Problem – Only lines containing "compass" are wanted from the data below. Copy those lines.

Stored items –
· · · · ·

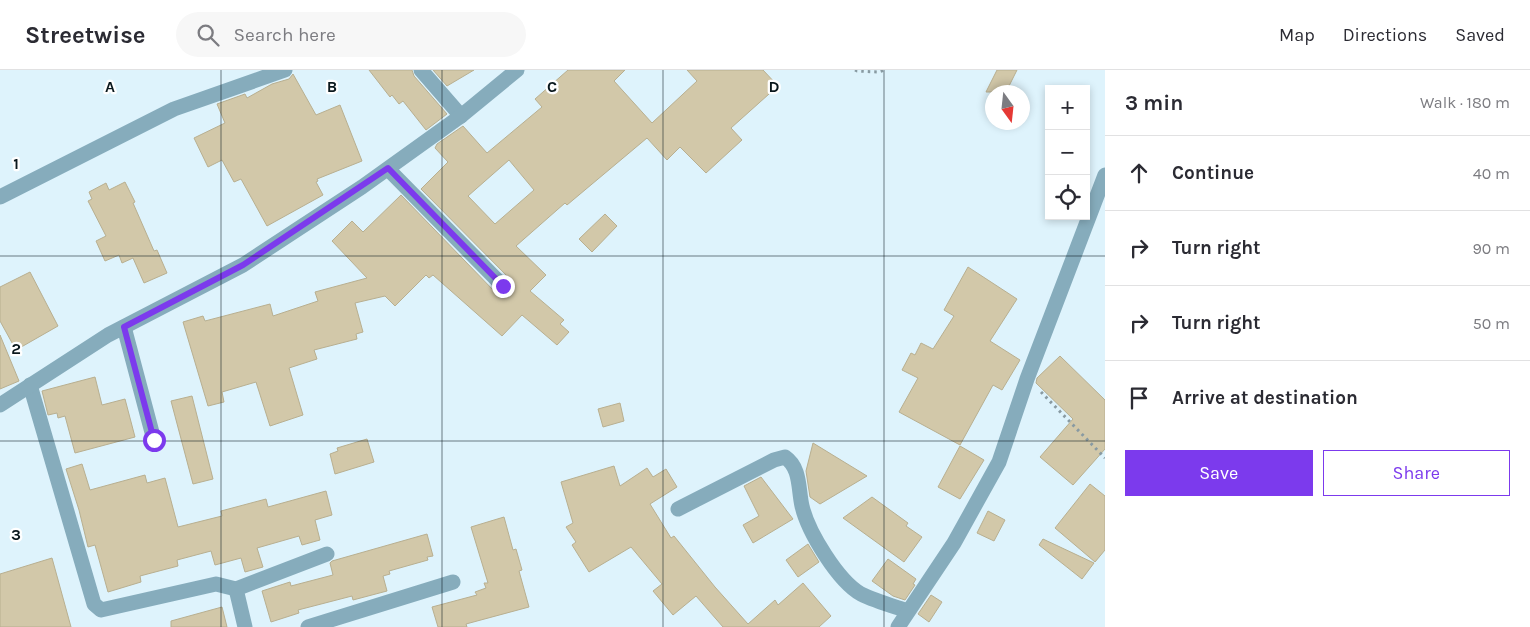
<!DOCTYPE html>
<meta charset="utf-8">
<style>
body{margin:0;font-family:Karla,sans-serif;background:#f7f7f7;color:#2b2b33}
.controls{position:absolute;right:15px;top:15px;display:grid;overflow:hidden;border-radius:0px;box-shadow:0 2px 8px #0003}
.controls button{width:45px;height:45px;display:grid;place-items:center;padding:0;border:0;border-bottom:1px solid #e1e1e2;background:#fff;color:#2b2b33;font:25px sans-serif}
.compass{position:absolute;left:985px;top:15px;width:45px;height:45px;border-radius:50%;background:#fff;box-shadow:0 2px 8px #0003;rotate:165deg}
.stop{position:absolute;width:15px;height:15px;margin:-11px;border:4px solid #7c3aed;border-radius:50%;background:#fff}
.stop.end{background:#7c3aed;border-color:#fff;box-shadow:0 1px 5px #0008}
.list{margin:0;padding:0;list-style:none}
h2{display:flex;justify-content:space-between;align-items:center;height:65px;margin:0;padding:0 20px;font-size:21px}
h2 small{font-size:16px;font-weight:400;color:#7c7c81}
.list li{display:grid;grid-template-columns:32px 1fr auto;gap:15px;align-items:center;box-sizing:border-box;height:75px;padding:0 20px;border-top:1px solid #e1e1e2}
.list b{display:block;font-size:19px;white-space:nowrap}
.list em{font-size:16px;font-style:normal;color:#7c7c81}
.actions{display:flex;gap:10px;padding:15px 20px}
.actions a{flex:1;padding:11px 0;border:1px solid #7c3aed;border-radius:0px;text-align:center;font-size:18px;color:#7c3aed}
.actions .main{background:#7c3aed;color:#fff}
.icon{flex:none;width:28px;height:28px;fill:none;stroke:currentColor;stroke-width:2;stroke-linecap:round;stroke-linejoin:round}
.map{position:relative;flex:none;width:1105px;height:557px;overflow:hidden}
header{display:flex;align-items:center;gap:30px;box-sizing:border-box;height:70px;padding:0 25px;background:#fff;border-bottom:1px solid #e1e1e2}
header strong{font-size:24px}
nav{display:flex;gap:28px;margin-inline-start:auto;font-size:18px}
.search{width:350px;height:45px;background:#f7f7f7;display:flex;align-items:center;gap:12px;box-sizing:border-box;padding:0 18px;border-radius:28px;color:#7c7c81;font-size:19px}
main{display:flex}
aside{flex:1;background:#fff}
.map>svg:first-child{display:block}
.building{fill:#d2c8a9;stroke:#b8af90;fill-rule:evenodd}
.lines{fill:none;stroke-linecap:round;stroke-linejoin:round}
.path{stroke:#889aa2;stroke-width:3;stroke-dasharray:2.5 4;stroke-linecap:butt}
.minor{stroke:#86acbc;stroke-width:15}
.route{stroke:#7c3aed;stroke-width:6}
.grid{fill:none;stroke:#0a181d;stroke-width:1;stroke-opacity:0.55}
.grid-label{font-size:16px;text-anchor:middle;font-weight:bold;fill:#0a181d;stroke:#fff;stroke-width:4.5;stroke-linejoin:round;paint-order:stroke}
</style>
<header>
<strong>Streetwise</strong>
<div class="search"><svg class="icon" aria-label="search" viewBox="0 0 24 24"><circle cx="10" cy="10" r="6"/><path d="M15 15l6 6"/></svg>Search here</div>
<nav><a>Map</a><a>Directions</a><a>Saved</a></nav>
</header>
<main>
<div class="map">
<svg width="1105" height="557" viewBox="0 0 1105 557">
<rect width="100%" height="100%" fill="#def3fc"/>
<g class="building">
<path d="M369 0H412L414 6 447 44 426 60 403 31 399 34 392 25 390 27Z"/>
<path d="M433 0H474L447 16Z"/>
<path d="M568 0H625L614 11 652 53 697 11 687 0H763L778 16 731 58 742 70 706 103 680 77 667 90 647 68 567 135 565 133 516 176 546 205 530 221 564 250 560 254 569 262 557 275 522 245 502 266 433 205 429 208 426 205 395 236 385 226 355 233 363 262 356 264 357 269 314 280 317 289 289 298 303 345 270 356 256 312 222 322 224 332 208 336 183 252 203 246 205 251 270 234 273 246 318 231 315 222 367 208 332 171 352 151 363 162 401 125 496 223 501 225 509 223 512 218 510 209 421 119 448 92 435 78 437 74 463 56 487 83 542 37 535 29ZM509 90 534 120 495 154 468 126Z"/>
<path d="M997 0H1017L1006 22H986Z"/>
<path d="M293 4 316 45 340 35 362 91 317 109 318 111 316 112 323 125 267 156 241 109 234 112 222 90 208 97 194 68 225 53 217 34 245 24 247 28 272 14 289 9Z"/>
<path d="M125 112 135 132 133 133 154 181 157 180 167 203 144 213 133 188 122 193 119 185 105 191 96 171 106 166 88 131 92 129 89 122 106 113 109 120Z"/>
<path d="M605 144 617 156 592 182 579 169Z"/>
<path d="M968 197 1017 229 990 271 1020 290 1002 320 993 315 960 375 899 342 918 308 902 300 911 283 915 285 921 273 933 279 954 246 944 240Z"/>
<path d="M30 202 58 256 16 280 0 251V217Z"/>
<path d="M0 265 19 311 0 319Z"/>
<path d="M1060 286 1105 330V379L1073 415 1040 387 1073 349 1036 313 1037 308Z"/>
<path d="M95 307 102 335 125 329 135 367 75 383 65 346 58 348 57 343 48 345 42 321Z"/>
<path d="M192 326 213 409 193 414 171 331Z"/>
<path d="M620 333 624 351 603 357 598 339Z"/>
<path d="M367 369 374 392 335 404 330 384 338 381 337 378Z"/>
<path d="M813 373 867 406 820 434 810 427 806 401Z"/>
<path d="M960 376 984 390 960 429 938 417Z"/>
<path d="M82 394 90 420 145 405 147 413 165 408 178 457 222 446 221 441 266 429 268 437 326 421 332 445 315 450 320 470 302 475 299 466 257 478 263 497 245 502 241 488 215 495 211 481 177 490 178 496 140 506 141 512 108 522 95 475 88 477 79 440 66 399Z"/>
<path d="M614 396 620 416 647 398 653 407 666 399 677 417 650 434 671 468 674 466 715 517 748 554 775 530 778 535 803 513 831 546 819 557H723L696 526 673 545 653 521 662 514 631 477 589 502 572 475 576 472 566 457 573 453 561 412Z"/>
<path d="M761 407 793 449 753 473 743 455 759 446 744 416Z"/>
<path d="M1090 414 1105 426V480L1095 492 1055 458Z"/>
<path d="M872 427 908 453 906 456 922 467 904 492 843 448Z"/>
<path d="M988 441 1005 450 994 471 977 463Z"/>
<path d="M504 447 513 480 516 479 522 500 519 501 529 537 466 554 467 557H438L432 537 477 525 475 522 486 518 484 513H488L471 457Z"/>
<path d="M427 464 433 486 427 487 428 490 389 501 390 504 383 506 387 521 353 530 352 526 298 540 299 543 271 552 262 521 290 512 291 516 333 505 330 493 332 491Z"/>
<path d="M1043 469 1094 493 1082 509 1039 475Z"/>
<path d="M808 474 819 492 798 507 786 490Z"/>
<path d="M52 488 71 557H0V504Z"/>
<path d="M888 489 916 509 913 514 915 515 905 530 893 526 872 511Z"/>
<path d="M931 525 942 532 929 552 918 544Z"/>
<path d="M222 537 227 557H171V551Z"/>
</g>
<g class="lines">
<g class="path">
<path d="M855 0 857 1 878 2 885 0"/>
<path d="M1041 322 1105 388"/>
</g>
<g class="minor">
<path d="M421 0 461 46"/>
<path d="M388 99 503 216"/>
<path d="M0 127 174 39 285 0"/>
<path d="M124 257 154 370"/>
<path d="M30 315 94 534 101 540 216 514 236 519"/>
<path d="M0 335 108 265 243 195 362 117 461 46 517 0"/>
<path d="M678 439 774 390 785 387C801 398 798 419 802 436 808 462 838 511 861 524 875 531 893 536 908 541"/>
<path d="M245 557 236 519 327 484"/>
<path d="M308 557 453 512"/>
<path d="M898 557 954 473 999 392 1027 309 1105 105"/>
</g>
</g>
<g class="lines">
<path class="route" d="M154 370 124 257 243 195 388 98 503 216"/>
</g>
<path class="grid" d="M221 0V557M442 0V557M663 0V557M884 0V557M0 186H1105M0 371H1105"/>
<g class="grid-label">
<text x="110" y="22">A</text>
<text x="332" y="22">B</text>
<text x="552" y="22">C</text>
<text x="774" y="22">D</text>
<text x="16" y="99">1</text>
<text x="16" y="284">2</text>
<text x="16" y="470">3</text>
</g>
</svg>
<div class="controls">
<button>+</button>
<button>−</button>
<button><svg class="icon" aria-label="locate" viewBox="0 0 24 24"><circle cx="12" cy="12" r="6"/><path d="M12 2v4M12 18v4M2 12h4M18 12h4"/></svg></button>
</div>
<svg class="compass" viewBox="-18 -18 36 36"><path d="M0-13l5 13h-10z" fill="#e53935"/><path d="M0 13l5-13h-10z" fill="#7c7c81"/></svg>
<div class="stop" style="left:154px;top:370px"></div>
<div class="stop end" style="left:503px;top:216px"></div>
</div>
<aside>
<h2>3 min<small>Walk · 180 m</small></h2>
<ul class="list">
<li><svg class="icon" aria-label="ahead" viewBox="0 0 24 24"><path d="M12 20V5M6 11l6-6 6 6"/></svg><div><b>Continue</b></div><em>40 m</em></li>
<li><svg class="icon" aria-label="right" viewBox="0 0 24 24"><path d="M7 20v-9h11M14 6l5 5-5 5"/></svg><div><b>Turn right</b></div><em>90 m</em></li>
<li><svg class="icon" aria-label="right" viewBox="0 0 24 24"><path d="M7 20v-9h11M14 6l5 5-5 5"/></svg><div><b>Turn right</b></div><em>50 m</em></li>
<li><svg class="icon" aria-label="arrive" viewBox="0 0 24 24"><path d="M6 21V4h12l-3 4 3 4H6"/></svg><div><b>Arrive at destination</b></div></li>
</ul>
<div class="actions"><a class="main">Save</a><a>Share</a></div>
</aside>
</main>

· · · · ·

Answer section –
.compass{position:absolute;left:985px;top:15px;width:45px;height:45px;border-radius:50%;background:#fff;box-shadow:0 2px 8px #0003;rotate:165deg}
<svg class="compass" viewBox="-18 -18 36 36"><path d="M0-13l5 13h-10z" fill="#e53935"/><path d="M0 13l5-13h-10z" fill="#7c7c81"/></svg>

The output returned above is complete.